Enfin, il ne faut pas limiter la surconsommation aux ressources naturelles. La capacité des réseaux mobiles et la bande passante d’Internet sont aussi des ressources limitées ! Si pour une raison ou une autre un très grand nombre d’utilisateurs envoient des messages en même temps, le réseau est bloqué ! C’est d’ailleurs le principe de l’attaque par déni de service, bien connue en cybersécurité : une utilisation abusive du serveur d’un site web le fait planter.
Solutions
Pour remédier à la surexploitation des biens communs, plusieurs approches peuvent être mises en œuvre, combinant des stratégies de régulation, de coopération et de gestion durable.
- La réglementation : les pouvoirs publics peuvent intervenir en mettant en place des politiques de développement durable. Cela inclut la mise en place de quotas de pêche, de lois sur la déforestation, de réglementations sur la pollution et de politiques de gestion de l'eau. Les réglementations doivent être accompagnées de mécanismes de surveillance et de sanctions pour assurer leur respect.
- La Coopération Internationale est souvent nécessaire pour aborder les défis globaux liés aux biens communs. Les accords internationaux, tels que l'Accord de Paris sur le climat ou les conventions sur la biodiversité, fournissent des cadres pour la coopération et la coordination des efforts à l'échelle mondiale. Les initiatives collaboratives entre gouvernements, entreprises, organisations non gouvernementales et communautés locales peuvent également renforcer les capacités de gestion et de conservation des ressources communes.
- La clarification des droits de propriété peut contribuer à une gestion plus durable des biens communs. Dans certains cas, la reconnaissance des droits des communautés locales sur les ressources peut encourager une gestion plus responsable et équitable. Les systèmes de gestion communautaire, où les utilisateurs locaux participent activement à la prise de décisions et à l'application des règles, ont montré leur efficacité dans la préservation de leurs ressources. La politologue et économiste américaine Elinor Ostrom, « prix Nobel » en 2009, qui a consacré sa carrière à l'étude des biens communs plaide pour une imbrication des solutions à tous les niveaux : local, régional, national et global.

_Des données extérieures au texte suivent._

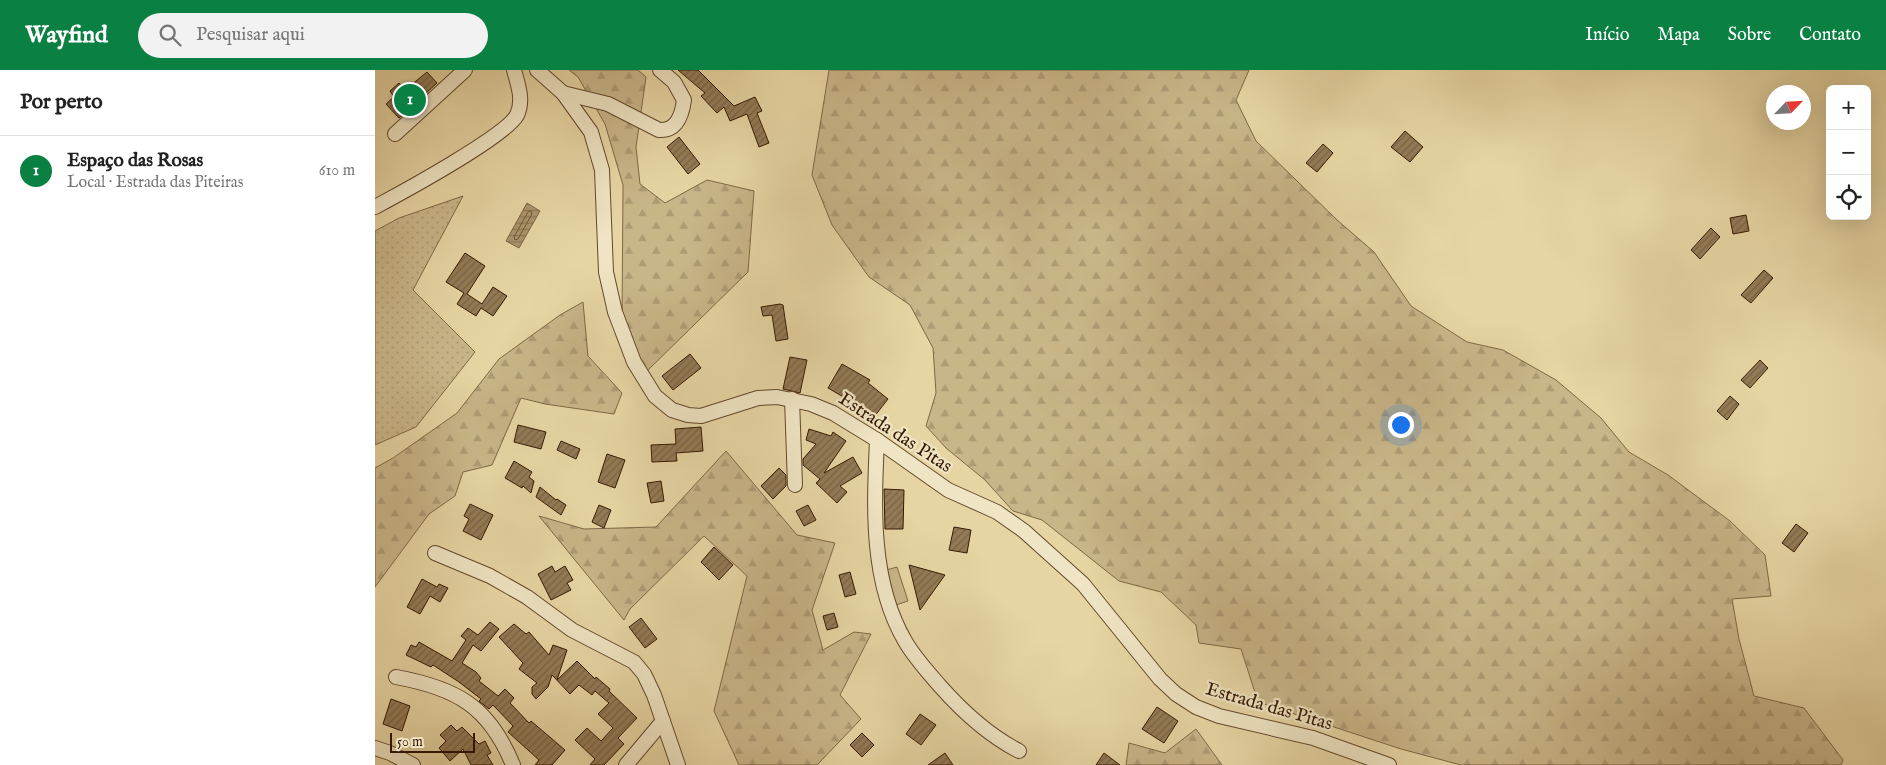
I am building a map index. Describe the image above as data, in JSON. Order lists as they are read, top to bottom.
{
  "streets": {
    "street": ["Estrada das Pitas"]
  },
  "scale_bar": "50 m",
  "north": "top right",
  "page": {
    "header": "Wayfind",
    "search": "Pesquisar aqui",
    "nav": [
      "Início",
      "Mapa",
      "Sobre",
      "Contato"
    ],
    "heading": "Por perto",
    "pins": "1",
    "map_buttons": ["+", "−"],
    "list": [
      {
        "mark": "1",
        "name": "Espaço das Rosas",
        "note": "Local · Estrada das Piteiras",
        "value": "610 m"
      }
    ],
    "scale": "50 m"
  }
}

- Les incitations économiques peuvent servir à exploiter certaines ressources de façon raisonnée. Les marchés de permis, tels que les permis de pêche ou les crédits carbone, permettent de limiter l'exploitation des ressources tout en créant des incitations financières pour réduire l'impact environnemental. Des subventions et des incitations fiscales peuvent également encourager les pratiques durables.
- L’éducation et la sensibilisation sont essentielles pour promouvoir une compréhension des enjeux liés aux biens communs et encourager les comportements responsables. Les programmes scolaires et les campagnes de sensibilisation peuvent aider à renforcer la conscience environnementale et à mobiliser les communautés pour la protection des ressources.